“An educated Malawian girl has high earning potential, enjoys good health, she is less likely to marry as a teenager, has fewer children, less likely to be a victim of gender based violence, more likely to educate her children and be productive to the community and the country at large.”

What we do

Girls Empowerment Network Malawi exists to amplify the voices of adolescent girls and young girls to reach decision making tables. We have been involved in building and creating a grassroot network of girls and young women advocates. We want to give the adolescent girls a voice and a platform where their thoughts and voices are heard. We believe that girls should be properly armed to fight the injustice and inequalities they face in order to achieve positive social transformation and be the change they want to be.

 

Girl Education challenge

There is underrepresentation of girls in schools leading to low education attainment for girls. School dropout is very high among adolescent girls. This is attributed to economic as well as social attitudes that tend to undervalue girls’ education as in most cases marriage is perceived to be the ultimate goal for girls. GENET has been working to increase access to education for girls in GENET priority intervention areas. Due to financial constraints, many girls face significant challenges in attending school regularly and affording appropriate scholastic supplies.

Violence in schools is also a barrier for girls to education in our area and GENET work with local structures to eliminate violence in schools and make the school environment safe for every child.
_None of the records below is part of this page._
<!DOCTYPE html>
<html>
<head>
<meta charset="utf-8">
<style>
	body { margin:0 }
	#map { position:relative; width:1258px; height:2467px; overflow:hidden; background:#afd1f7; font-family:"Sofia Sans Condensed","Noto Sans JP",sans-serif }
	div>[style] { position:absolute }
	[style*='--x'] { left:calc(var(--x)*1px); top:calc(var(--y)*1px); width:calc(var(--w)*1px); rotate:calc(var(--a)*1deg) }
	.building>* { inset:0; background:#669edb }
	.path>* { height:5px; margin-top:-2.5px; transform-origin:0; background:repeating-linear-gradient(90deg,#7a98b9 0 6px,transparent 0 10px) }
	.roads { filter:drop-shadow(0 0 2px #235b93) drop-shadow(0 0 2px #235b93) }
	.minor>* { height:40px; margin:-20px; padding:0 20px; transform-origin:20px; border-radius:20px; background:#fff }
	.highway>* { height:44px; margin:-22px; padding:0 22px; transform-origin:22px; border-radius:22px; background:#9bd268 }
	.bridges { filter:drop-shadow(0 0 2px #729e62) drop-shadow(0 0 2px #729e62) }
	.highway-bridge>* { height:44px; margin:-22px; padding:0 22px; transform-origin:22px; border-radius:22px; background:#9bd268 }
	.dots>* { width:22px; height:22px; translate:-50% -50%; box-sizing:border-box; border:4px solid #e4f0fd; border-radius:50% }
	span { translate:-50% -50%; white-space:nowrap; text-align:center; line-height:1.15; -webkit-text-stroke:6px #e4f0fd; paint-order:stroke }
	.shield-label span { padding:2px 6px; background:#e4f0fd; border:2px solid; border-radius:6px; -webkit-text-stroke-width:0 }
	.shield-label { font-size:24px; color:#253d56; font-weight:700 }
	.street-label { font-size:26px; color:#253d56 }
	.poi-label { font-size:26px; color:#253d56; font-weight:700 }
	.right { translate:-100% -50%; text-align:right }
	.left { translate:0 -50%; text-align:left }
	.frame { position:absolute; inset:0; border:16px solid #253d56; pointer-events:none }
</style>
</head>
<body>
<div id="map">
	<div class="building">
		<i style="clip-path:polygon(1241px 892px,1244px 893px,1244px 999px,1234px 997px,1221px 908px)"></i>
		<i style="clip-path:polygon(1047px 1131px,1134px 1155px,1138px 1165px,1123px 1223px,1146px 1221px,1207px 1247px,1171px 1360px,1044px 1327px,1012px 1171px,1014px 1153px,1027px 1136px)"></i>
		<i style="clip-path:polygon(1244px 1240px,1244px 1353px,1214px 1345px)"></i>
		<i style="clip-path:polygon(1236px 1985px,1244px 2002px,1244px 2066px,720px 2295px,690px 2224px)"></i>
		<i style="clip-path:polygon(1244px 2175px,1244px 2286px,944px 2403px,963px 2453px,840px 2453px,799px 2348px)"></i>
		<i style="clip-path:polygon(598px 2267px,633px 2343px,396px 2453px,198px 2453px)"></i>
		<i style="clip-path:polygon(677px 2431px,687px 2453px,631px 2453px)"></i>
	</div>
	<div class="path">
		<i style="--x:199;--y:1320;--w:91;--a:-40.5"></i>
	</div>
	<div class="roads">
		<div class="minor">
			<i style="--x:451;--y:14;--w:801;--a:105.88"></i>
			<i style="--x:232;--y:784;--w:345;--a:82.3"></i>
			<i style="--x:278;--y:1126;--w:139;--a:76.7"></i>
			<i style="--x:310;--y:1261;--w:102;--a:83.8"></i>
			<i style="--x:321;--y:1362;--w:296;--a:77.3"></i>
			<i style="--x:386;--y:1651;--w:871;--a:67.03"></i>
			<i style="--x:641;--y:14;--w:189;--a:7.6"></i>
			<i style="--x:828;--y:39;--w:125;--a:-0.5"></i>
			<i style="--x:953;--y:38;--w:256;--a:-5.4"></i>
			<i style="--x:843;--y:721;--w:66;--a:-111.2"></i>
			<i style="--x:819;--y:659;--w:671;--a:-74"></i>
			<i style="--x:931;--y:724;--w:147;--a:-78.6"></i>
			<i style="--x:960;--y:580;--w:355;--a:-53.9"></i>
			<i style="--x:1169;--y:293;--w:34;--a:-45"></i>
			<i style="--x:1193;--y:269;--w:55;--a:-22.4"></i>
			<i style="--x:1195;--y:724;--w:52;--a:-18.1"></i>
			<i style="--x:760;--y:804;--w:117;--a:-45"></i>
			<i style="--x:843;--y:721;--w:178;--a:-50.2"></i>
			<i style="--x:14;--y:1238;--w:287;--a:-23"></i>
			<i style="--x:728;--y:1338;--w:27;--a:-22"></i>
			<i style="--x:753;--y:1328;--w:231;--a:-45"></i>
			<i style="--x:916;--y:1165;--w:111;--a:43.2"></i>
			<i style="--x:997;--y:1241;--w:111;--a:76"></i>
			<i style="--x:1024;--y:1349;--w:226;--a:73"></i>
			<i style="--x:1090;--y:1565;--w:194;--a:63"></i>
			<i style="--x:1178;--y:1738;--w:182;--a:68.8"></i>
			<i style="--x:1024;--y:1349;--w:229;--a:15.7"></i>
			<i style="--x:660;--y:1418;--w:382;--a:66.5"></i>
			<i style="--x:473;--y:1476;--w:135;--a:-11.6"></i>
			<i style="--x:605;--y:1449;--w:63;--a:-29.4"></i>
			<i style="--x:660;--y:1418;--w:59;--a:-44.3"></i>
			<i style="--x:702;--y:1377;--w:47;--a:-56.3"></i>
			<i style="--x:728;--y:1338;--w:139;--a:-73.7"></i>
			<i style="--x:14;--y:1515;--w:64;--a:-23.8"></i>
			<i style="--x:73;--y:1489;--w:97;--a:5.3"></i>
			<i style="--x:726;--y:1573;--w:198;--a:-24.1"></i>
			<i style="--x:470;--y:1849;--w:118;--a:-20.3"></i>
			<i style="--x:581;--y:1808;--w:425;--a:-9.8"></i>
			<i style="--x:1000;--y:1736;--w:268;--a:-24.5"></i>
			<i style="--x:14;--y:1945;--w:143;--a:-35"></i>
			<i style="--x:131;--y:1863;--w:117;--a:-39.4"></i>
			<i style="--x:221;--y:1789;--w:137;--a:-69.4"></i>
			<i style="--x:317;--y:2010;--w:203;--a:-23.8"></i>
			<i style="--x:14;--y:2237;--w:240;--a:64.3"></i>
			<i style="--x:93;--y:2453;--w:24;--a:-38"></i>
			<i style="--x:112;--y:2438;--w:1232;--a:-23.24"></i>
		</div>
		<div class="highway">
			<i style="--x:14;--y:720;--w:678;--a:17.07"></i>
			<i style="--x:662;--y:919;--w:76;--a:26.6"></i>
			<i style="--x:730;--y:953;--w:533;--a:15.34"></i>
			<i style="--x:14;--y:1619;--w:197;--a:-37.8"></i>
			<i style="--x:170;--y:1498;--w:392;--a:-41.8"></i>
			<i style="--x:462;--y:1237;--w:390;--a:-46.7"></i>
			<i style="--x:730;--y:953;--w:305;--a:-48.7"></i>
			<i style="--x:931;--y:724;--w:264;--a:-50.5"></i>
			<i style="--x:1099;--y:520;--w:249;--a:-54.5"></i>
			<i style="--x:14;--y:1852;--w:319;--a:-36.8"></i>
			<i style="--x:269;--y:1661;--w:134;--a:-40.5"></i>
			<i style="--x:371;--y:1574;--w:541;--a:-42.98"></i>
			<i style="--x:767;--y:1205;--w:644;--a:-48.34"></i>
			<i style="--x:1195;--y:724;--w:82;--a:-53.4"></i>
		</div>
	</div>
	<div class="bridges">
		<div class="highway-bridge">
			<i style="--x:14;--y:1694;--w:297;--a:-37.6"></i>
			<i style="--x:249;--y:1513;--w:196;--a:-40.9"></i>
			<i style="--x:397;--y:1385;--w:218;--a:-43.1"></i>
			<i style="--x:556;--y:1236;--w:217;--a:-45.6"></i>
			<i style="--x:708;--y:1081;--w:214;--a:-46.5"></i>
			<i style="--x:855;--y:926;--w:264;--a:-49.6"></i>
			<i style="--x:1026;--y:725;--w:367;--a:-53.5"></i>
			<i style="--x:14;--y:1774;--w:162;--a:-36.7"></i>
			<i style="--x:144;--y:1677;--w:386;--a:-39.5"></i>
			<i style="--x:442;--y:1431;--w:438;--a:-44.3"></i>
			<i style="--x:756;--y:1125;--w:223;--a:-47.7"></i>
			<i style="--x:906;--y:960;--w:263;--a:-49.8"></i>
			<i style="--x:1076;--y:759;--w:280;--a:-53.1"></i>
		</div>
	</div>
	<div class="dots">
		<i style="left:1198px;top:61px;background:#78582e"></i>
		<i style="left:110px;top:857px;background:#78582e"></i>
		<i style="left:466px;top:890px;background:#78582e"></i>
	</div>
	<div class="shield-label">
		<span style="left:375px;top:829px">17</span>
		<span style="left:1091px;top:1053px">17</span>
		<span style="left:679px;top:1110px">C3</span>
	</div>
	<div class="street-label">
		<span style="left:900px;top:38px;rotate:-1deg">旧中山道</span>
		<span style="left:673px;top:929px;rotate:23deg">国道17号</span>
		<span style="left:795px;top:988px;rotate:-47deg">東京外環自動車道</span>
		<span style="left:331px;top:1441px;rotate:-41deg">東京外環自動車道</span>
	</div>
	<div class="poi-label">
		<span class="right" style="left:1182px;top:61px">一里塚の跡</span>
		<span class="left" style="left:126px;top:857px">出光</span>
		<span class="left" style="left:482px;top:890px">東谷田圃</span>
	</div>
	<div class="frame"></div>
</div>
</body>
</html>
We also encourage girls to remain in schools and attend all lessons even during their menses through provision of low cost sustainable sanitary pads and underwear. Most poor girls miss out classes every time they are menstruating because they cannot take care of themselves at school. Most poor adolescent girls cannot afford disposable pads and do not have pants (underwear). Through keeping girls at school project, girls can now attend all lessons and have demonstrated an improvement in terms of their class participation and grade.

An educated Malawian girl has high earning potential, enjoys good health, she is less likely to marry as a teenager, has fewer children, less likely to be a victim of gender based violence, more likely to educate her children and be productive to the community and the country at large.